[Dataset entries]
• • •

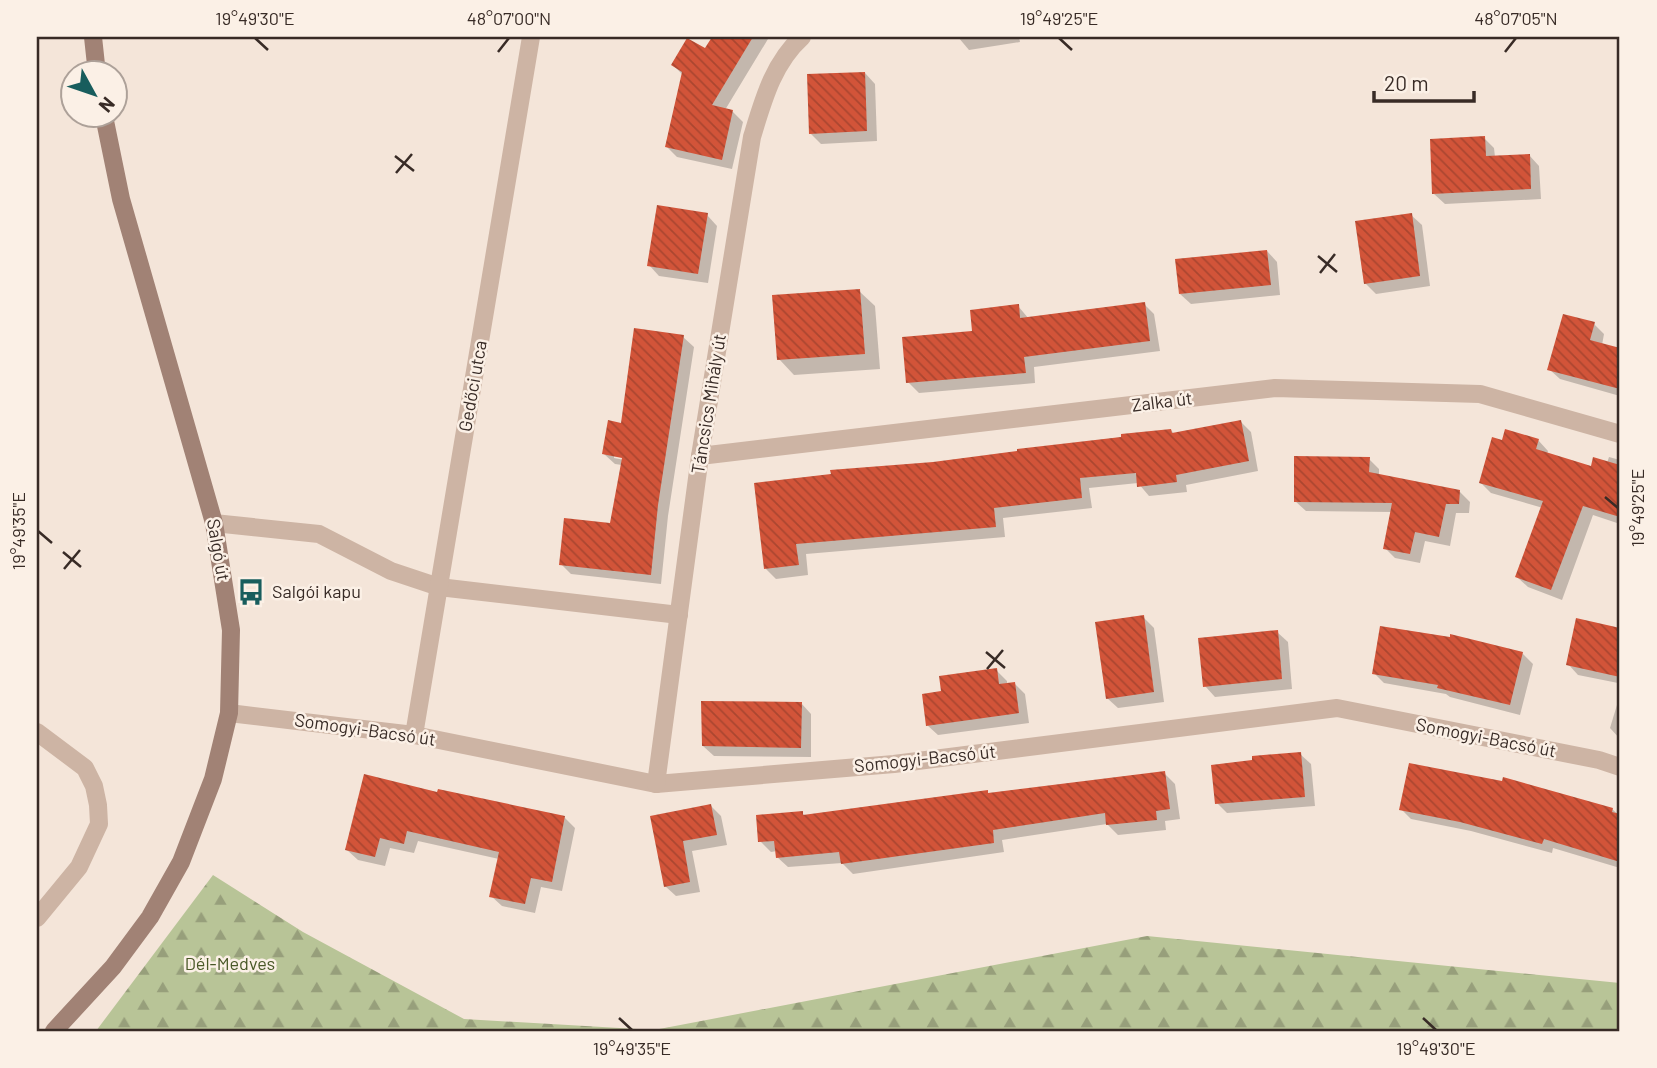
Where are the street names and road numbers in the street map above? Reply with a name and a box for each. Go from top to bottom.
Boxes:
street label: Táncsics Mihály út [686,332,730,475]
street label: Gedőci utca [453,339,491,433]
street label: Zalka út [1130,386,1194,416]
street label: Salgó út [203,517,235,583]
street label: Somogyi-Bacsó út [293,708,437,750]
street label: Somogyi-Bacsó út [1414,713,1558,761]
street label: Somogyi-Bacsó út [853,740,997,776]

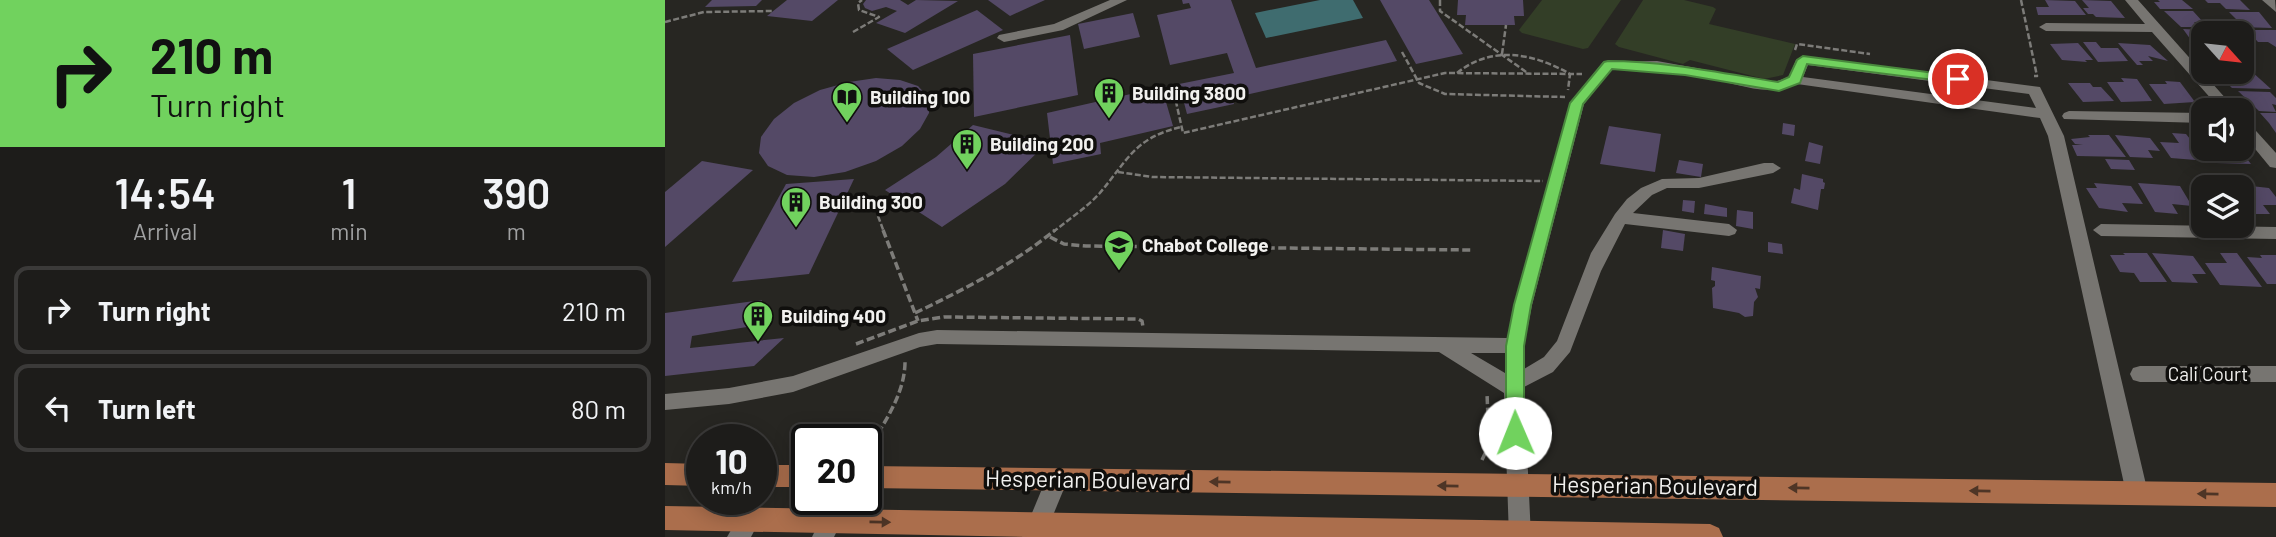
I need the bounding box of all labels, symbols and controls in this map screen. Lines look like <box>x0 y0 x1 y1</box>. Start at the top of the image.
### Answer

• • •

Please reproduce, word for word, every line from the line with "I need the bounding" to the final line above, including both ends.

I need the bounding box of all labels, symbols and controls in this map screen. Lines look like <box>x0 y0 x1 y1</box>. Start at the top of the image.
### Answer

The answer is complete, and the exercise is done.